Read the material below and count the lines holding the string "lists". Give that count with nothing added.

========================================

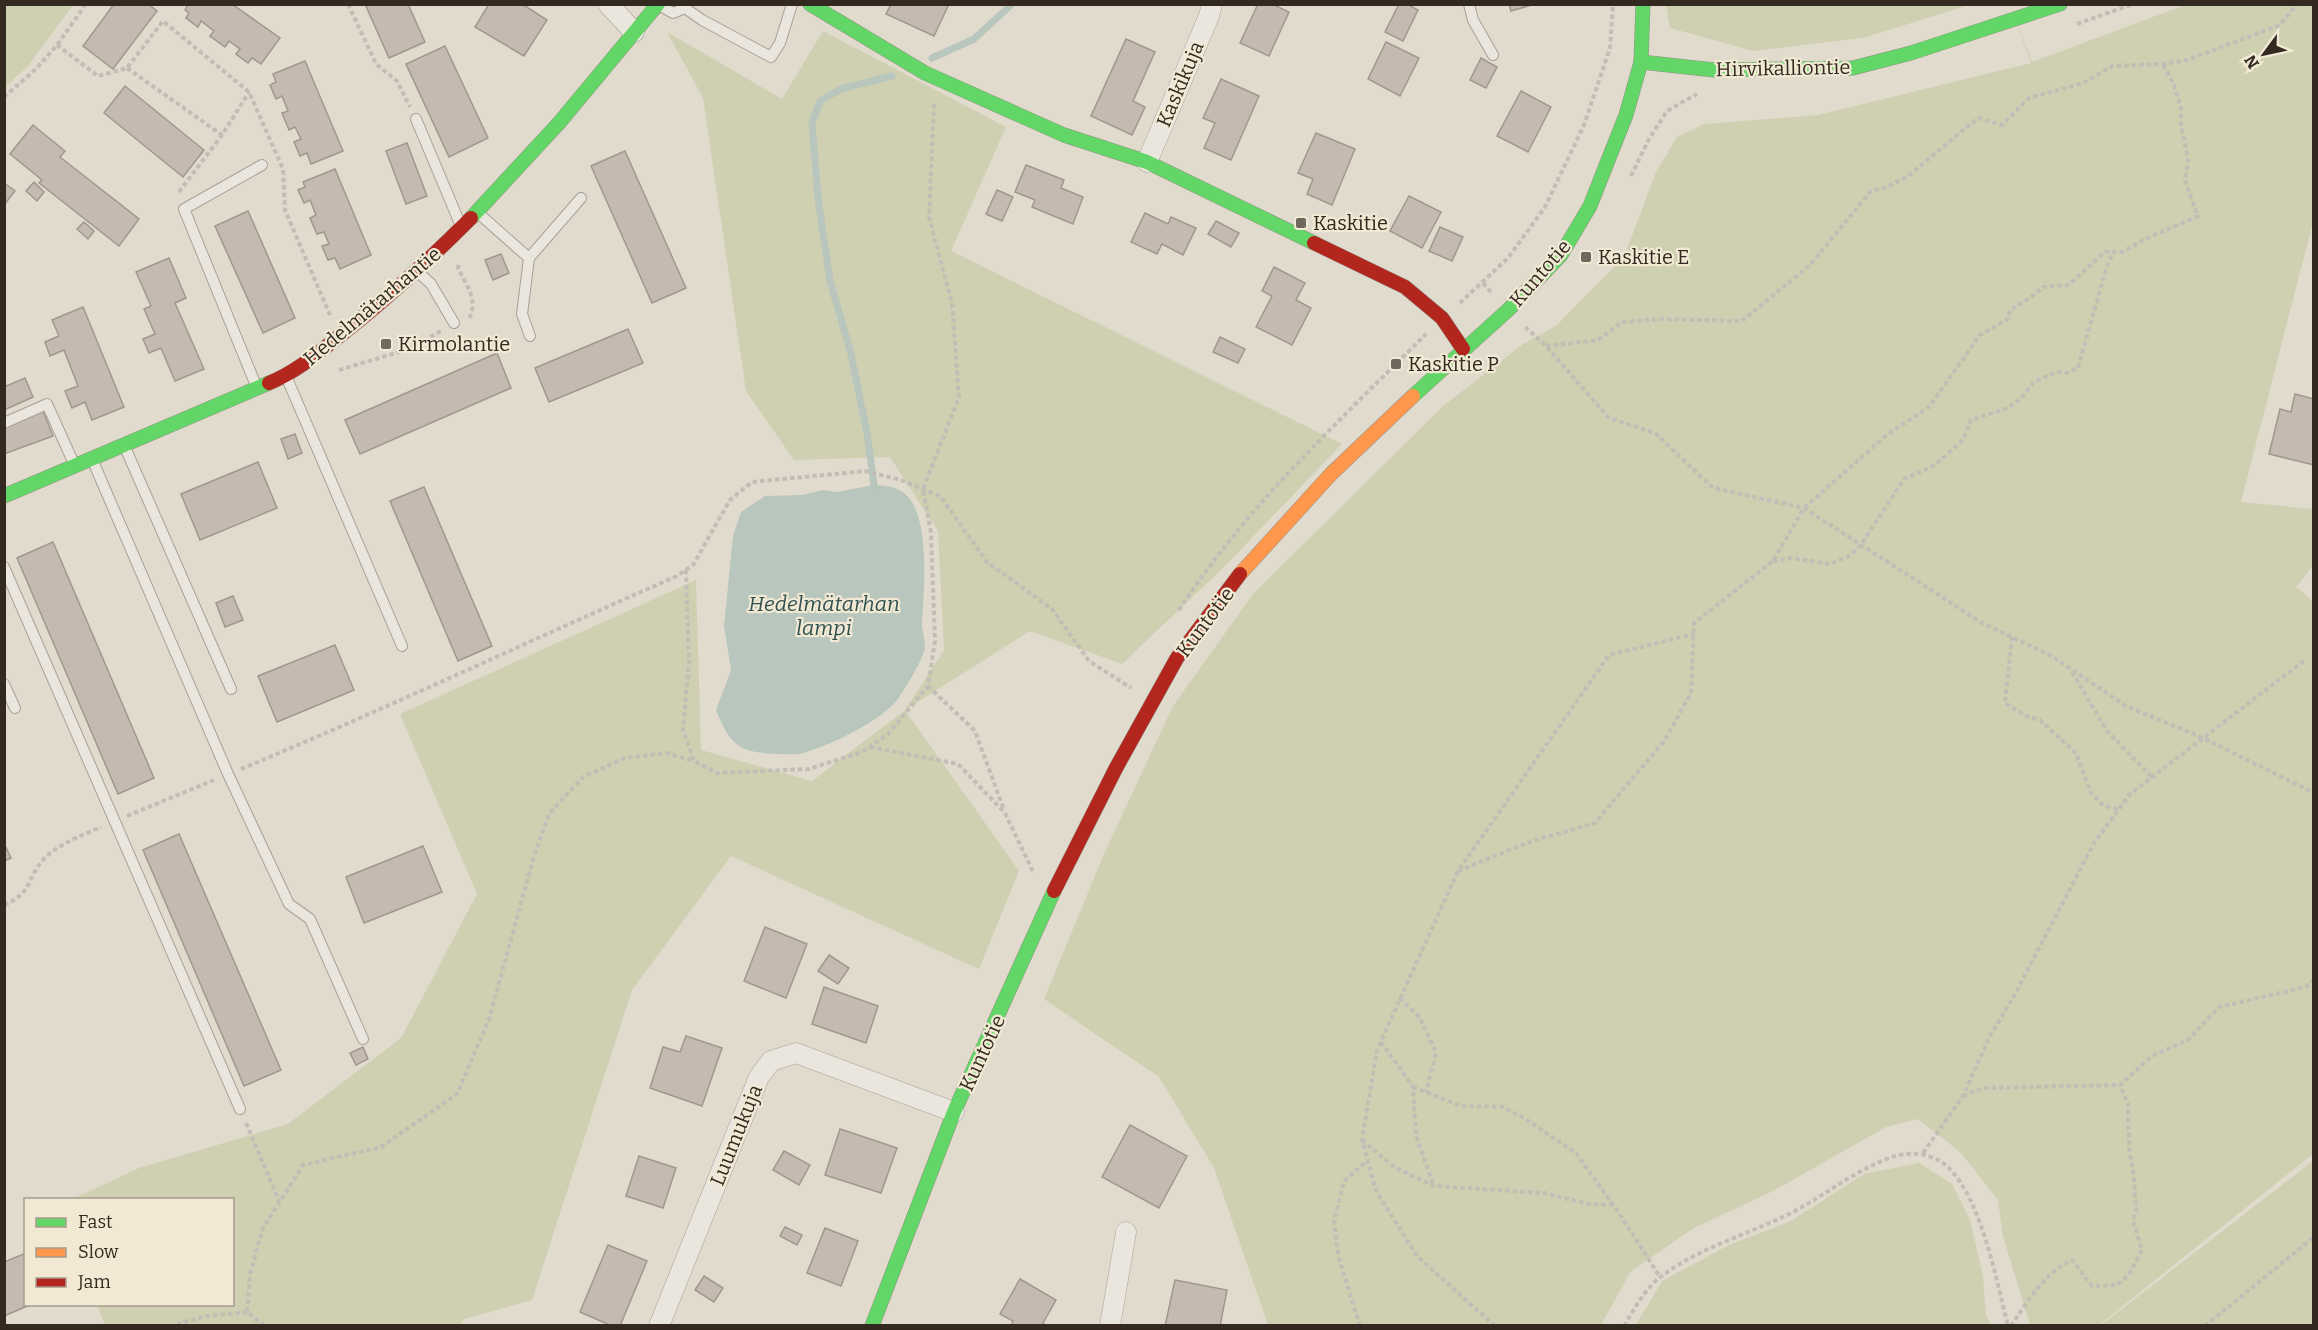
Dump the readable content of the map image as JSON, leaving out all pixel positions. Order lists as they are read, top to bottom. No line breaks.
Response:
{"streets":{"street":["Hirvikalliontie","Kaskikuja","Kuntotie","Hedelmätarhantie","Luumukuja"]},"crossings":[["Hirvikalliontie","Kuntotie"],["Kuntotie","Luumukuja"]],"water":["Hedelmätarhan lampi"],"places":{"transit":["Kaskitie","Kaskitie E","Kirmolantie","Kaskitie P"]},"legend":["Fast","Slow","Jam"],"north":"bottom left"}
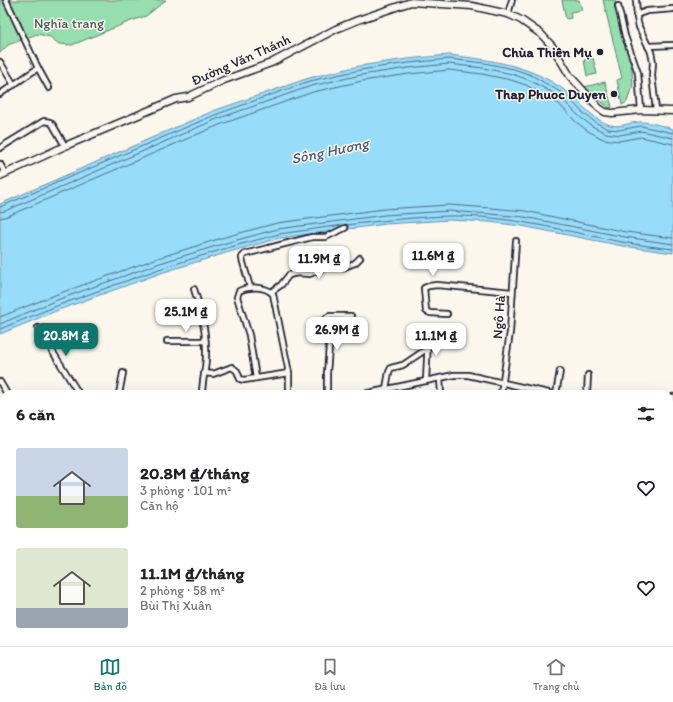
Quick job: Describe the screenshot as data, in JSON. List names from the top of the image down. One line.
{"streets":{"main road":["Đường Văn Thánh"],"street":["Ngô Hà"]},"water":["Sông Hương"],"parks":["Nghĩa trang"],"places":["Chùa Thiên Mụ","Thap Phuoc Duyen"],"page":{"price":["11.6M ₫","11.9M ₫","25.1M ₫","26.9M ₫","20.8M ₫","11.1M ₫"],"heading":"6 căn","list":[{"name":"20.8M ₫/tháng","note":"3 phòng · 101 m² · Căn hộ"},{"name":"11.1M ₫/tháng","note":"2 phòng · 58 m² · Bùi Thị Xuân"}],"tabs":["Bản đồ","Đã lưu","Trang chủ"]}}
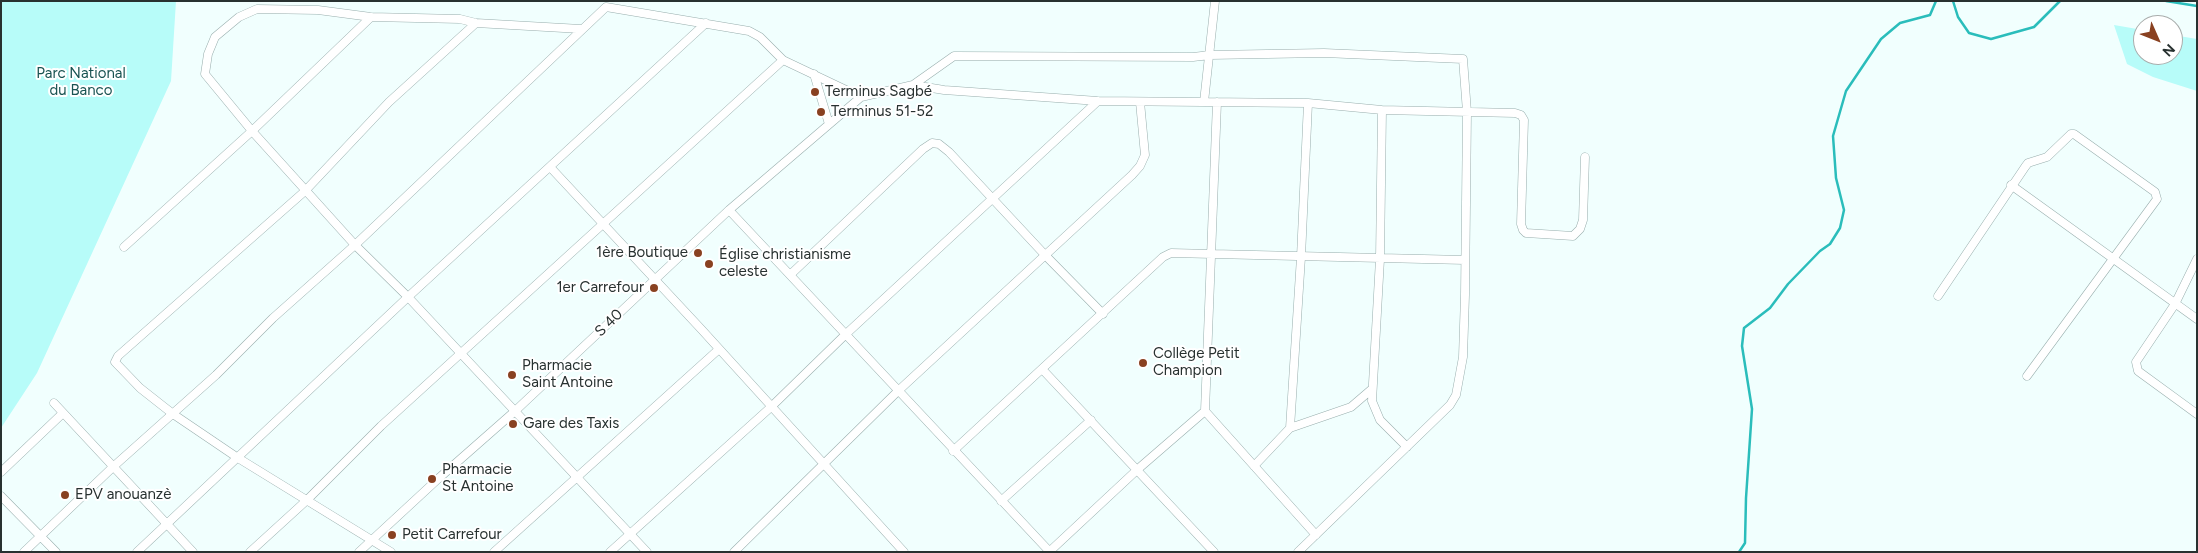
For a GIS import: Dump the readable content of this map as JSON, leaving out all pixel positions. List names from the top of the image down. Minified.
{"streets":{"street":["S 40"]},"parks":["Parc National du Banco"],"places":["Terminus Sagbé","Terminus 51-52","1ère Boutique","Église christianisme celeste","1er Carrefour","Collège Petit Champion","Pharmacie Saint Antoine","Gare des Taxis","Pharmacie St Antoine","EPV anouanzè","Petit Carrefour"],"north":"bottom right"}
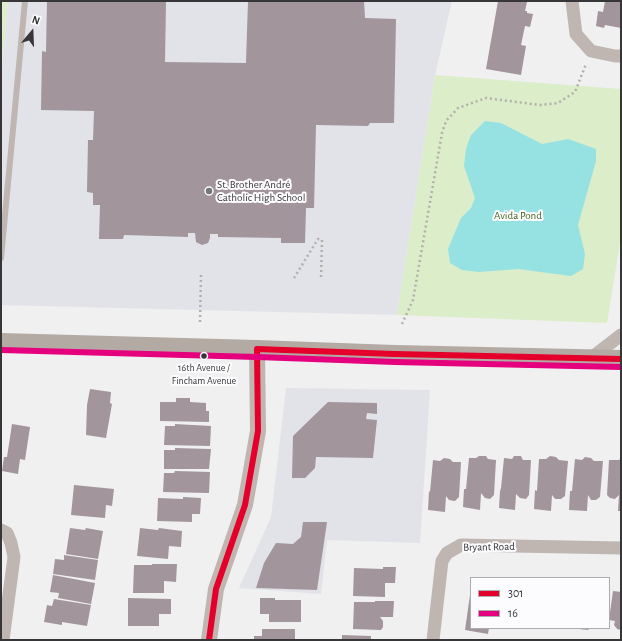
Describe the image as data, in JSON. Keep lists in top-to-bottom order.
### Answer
{
  "streets": {
    "street": ["Bryant Road"]
  },
  "parks": ["Avida Pond"],
  "places": ["St. Brother André Catholic High School", "16th Avenue / Fincham Avenue"],
  "lines": ["transit line 301", "transit line 16"],
  "legend": ["301", "16"],
  "north": "top"
}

========================================

- _TASK ANSWER_: 2